Participant must meet the following criteria at the randomisation visit (V3):
- Completion of surgical procedures consistent with those described in the Pre randomisation Surgical Guideline
- Successful surgical polyp removal as evidenced by no visible polyps, confirmed by the Investigator
- SNOT-22 improvement greater than or equal to the MCID of 8.9 compared to the assessment prior to surgery

E.4

Principal exclusion criteria

- Participants with conditions or concomitant disease that makes them non-evaluable for the efficacy endpoint such as:
(a) Unilateral antrochoanal polyps
(b) Nasal septal deviation that occludes at least one nostril so as to prevent NPS scoring
(c) Current rhinitis medicamentosa
(d) Allergic fungal rhinosinusitis or allergic fungal sinusitis
(e) Nasal cavity tumours

- Clinically important comorbidities that could confound interpretation of clinical efficacy results including, but not limited to: active upper or lower respiratory tract infection, cystic fibrosis, primary ciliary dyskinesia, eosinophilic diseases other than asthma (eg, allergic bronchopulmonary aspergillosis/mycosis, eosinophilic granulomatosis with polyangitis [Churg-Strauss syndrome], hypereosinophilic syndromes), granulomatosis with polyangitis (Wegener's granulomatosis), Young’s syndrome, etc.

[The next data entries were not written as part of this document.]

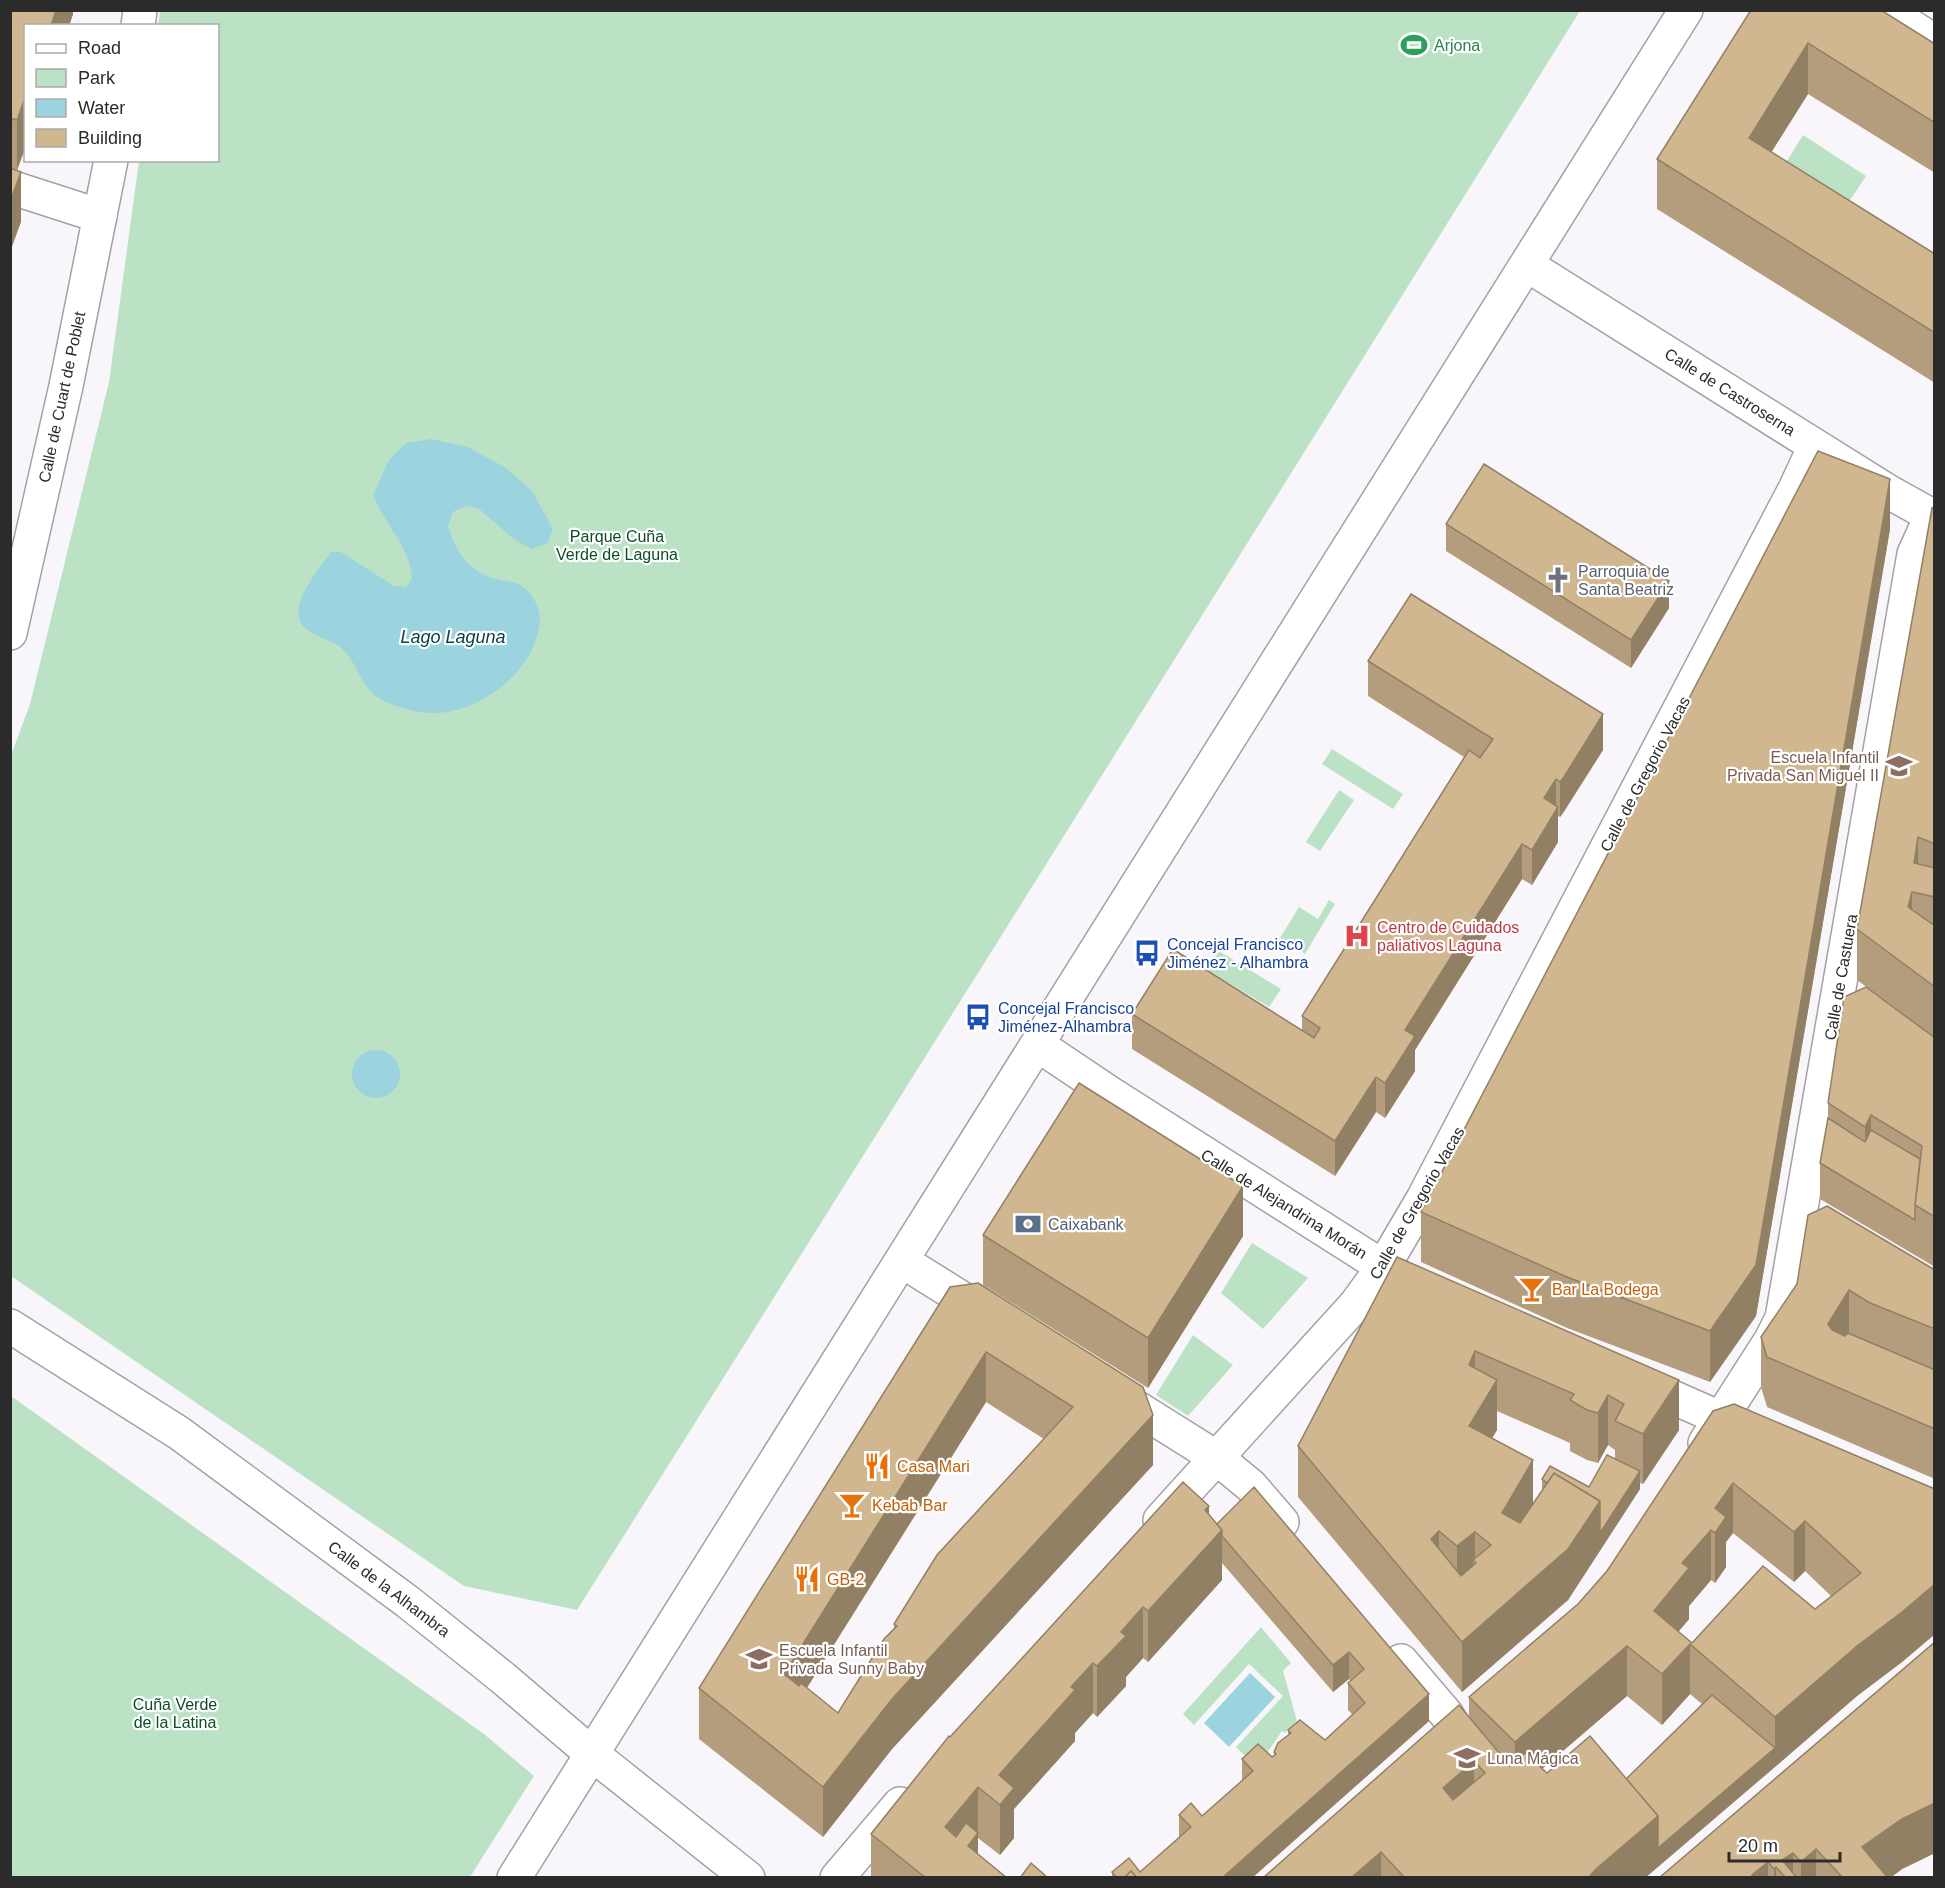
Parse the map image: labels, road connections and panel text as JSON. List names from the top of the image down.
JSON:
{
  "streets": {
    "street": [
      "Calle de Castroserna",
      "Calle de Cuart de Poblet",
      "Calle de Gregorio Vacas",
      "Calle de Castuera",
      "Calle de Alejandrina Morán",
      "Calle de la Alhambra"
    ]
  },
  "crossings": [
    ["Calle de Castroserna", "Calle de Gregorio Vacas"],
    ["Calle de Gregorio Vacas", "Calle de Alejandrina Morán"]
  ],
  "water": ["Lago Laguna"],
  "parks": ["Parque Cuña Verde de Laguna", "Cuña Verde de la Latina"],
  "places": {
    "sports": ["Arjona"],
    "church": ["Parroquia de Santa Beatriz"],
    "school or university": ["Escuela Infantil Privada San Miguel II", "Escuela Infantil Privada Sunny Baby", "Luna Mágica"],
    "hospital": ["Centro de Cuidados paliativos Laguna"],
    "bus stop": ["Concejal Francisco Jiménez - Alhambra", "Concejal Francisco Jiménez-Alhambra"],
    "bank": ["Caixabank"],
    "bar": ["Bar La Bodega", "Kebab Bar"],
    "restaurant": ["Casa Mari", "GB-2"]
  },
  "legend": [
    "Road",
    "Park",
    "Water",
    "Building"
  ],
  "scale_bar": "20 m"
}
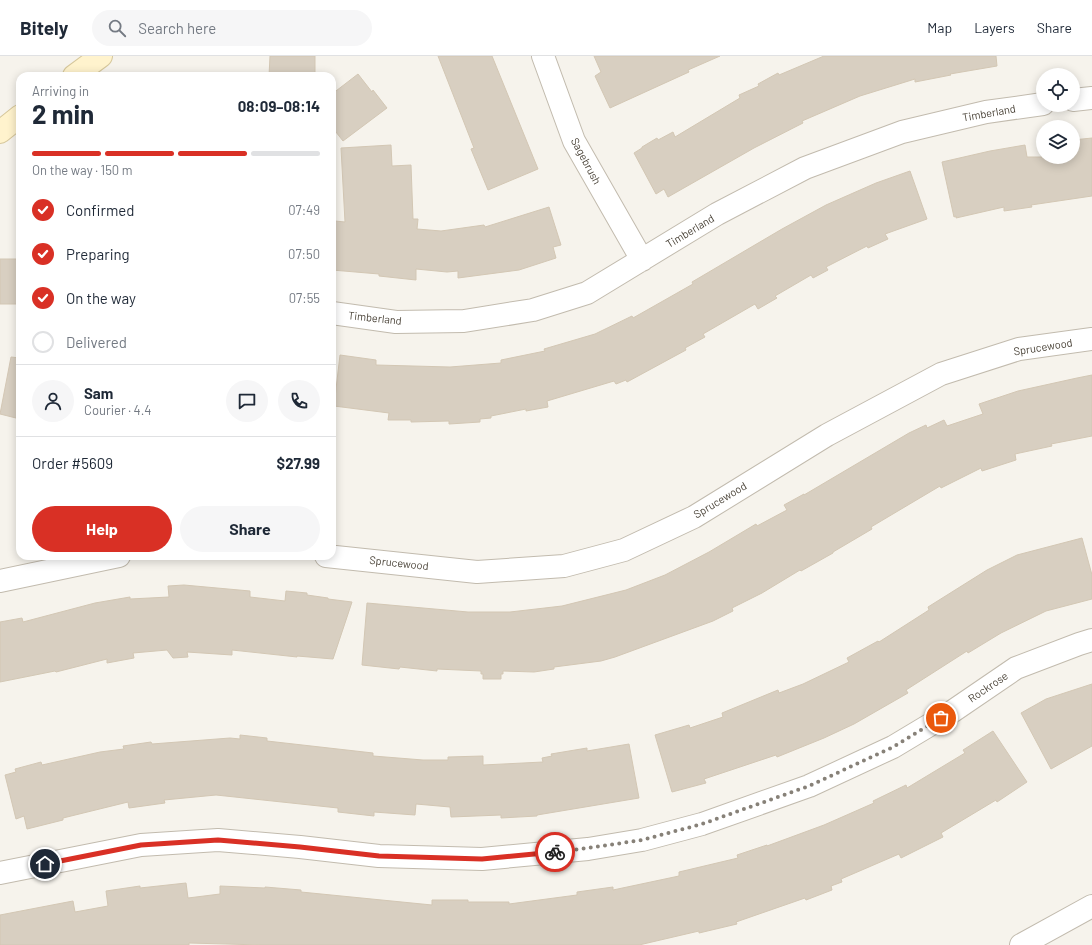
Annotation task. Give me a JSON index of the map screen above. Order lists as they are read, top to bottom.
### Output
{
  "streets": {
    "street": [
      "Timberland",
      "Sagebrush",
      "Sprucewood",
      "Rockrose"
    ]
  },
  "crossings": [
    ["Timberland", "Sagebrush"]
  ],
  "page": {
    "header": "Bitely",
    "search": "Search here",
    "nav": ["Map", "Layers", "Share"],
    "heading": ["2 min", "Arriving in", "08:09–08:14"],
    "panel": [
      "Sam",
      "Courier · 4.4",
      "Order #5609",
      "$27.99"
    ],
    "bar": "On the way · 150 m",
    "list": [
      ["Confirmed", "07:49"],
      ["Preparing", "07:50"],
      ["On the way", "07:55"],
      "Delivered"
    ],
    "buttons": ["Help", "Share"]
  }
}
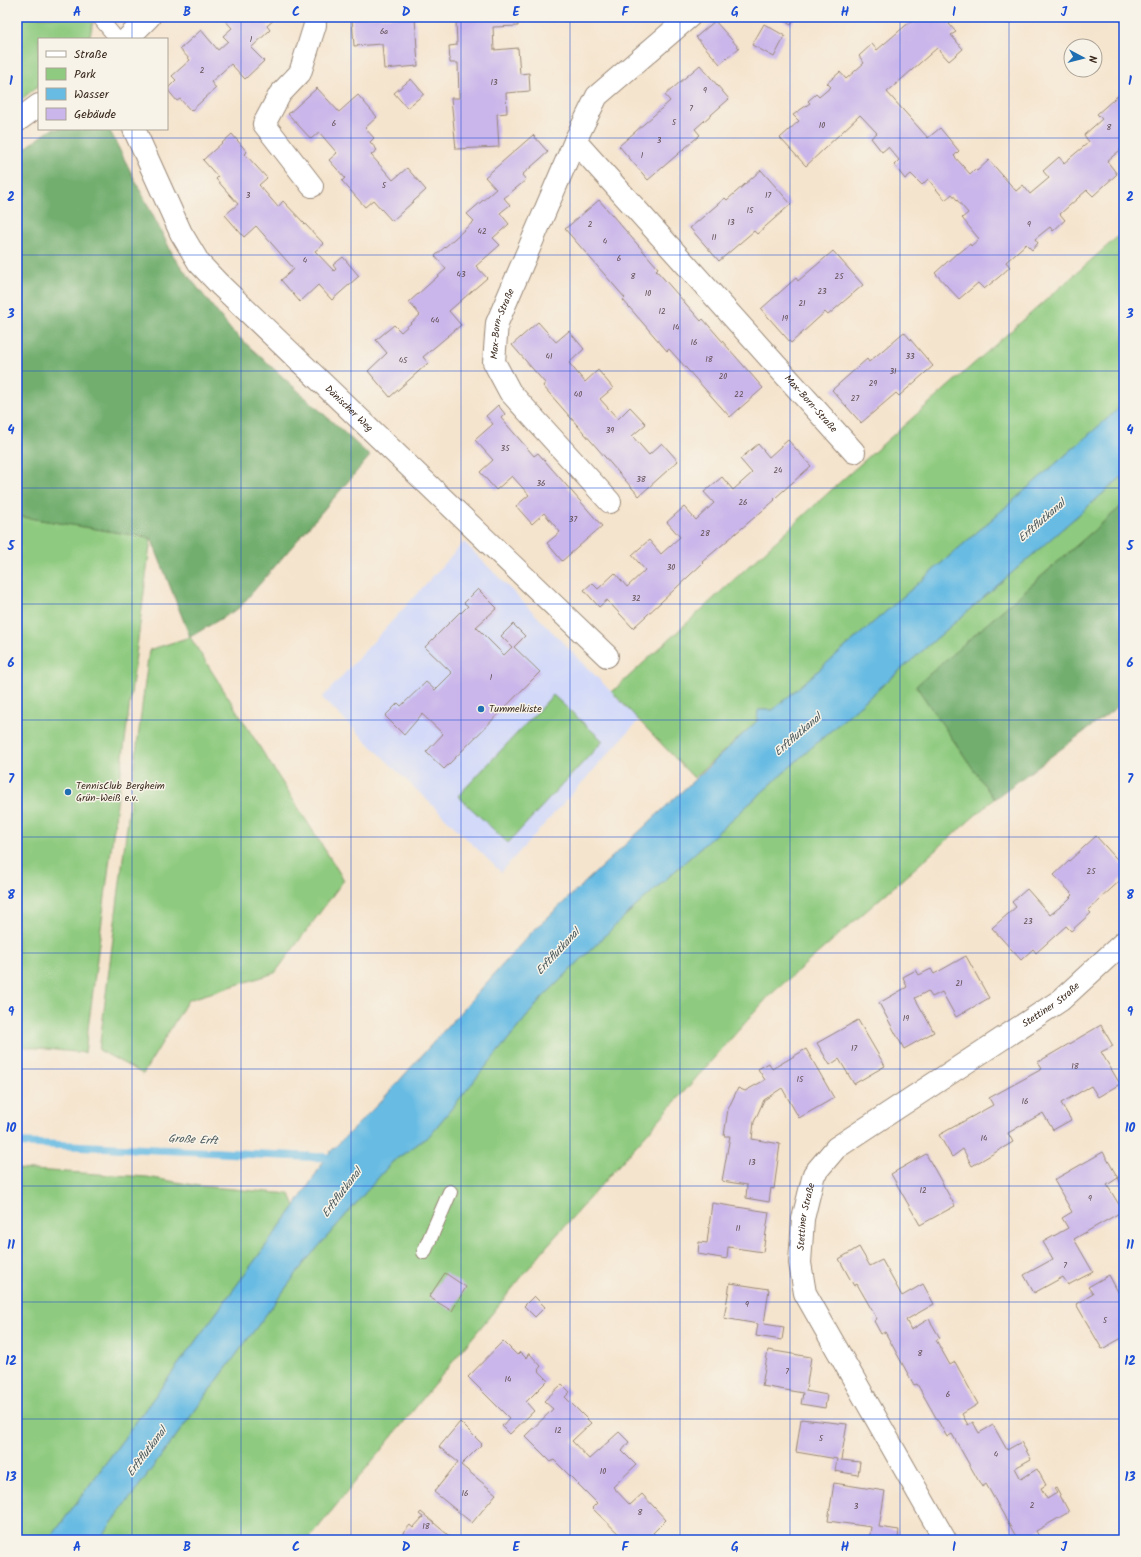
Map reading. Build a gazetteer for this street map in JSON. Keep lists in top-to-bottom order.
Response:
{
  "streets": {
    "street": ["Max-Born-Straße", "Dänischer Weg", "Stettiner Straße"]
  },
  "water": ["Erftflutkanal", "Große Erft"],
  "places": ["Tummelkiste", "TennisClub Bergheim Grün-Weiß e.v."],
  "house_numbers": [
    "6a",
    "1",
    "2",
    "13",
    "9",
    "7",
    "5",
    "6",
    "10",
    "8",
    "3",
    "1",
    "5",
    "3",
    "17",
    "15",
    "13",
    "2",
    "9",
    "42",
    "11",
    "4",
    "6",
    "4",
    "43",
    "8",
    "25",
    "23",
    "10",
    "21",
    "12",
    "19",
    "44",
    "14",
    "16",
    "41",
    "33",
    "18",
    "45",
    "31",
    "20",
    "29",
    "40",
    "22",
    "27",
    "39",
    "35",
    "24",
    "38",
    "36",
    "26",
    "37",
    "28",
    "30",
    "32",
    "1",
    "25",
    "23",
    "21",
    "19",
    "17",
    "18",
    "15",
    "16",
    "14",
    "13",
    "12",
    "9",
    "11",
    "7",
    "9",
    "5",
    "8",
    "7",
    "14",
    "6",
    "12",
    "5",
    "4",
    "10",
    "16",
    "2",
    "3",
    "8",
    "18"
  ],
  "legend": [
    "Straße",
    "Park",
    "Wasser",
    "Gebäude"
  ],
  "north": "right",
  "grid": {
    "columns": [
      "A",
      "B",
      "C",
      "D",
      "E",
      "F",
      "G",
      "H",
      "I",
      "J"
    ],
    "rows": [
      "1",
      "2",
      "3",
      "4",
      "5",
      "6",
      "7",
      "8",
      "9",
      "10",
      "11",
      "12",
      "13"
    ]
  }
}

- Participants experiencing an asthma exacerbation requiring systemic (oral and/or parenteral) corticosteroids treatment or hospitalisation (> 24 hrs) for treatment of asthma within 4 weeks prior to V1.
- Participants should not be randomised in case of persistent or new post-surgical infection (eg, fever or nasal muco-purulent discharge), uncontrolled pain, acute sinusitis, nasal infection, or upper respiratory infection in the 2 weeks before randomisation
- History of anaphylaxis to any biologic therapy or vaccine.
- A helminth parasitic infection diagnosed within 24 weeks prior to the date of informed consent and has not been treated with, or has failed to respond to standard of care therapy.

E.5 End points

E.5.1

Primary end point(s)

Time from randomisation to the earliest recurrence of nasal polyps associated with SNOT-22 worsening and/or a clinical intervention.
- Recurrence of nasal polyps will be determined by an NPS showing an increase ≥ 1 from that recorded at baseline
- SNOT-22 worsening is defined as a clinically meaningful deterioration in SNOT-22 compared to baseline (worsening ≥ 8.9 [MCID - Minimum clinically importance difference])
- Clinical intervention is defined as a need for NP surgery, SCS use for NP, or need for a biologic.

E.5.1.1

Timepoint(s) of evaluation of this end point

through the end of the treatment period

E.5.2

Secondary end point(s)

- Time from randomisation to the earliest post-baseline timepoint with an increase in NPS compared to baseline (increase ≥ 1), which is confirmed at the next assessment at least 4 weeks later (key secondary)

- Time from randomisation to the earliest post-baseline timepoint with a clinically meaningful deterioration in SNOT-22 compared to baseline (worsening ≥ 8.9 [MCID] [Minimum clinically importance difference]), which is confirmed at the next assessment at least 4 weeks later (key secondary)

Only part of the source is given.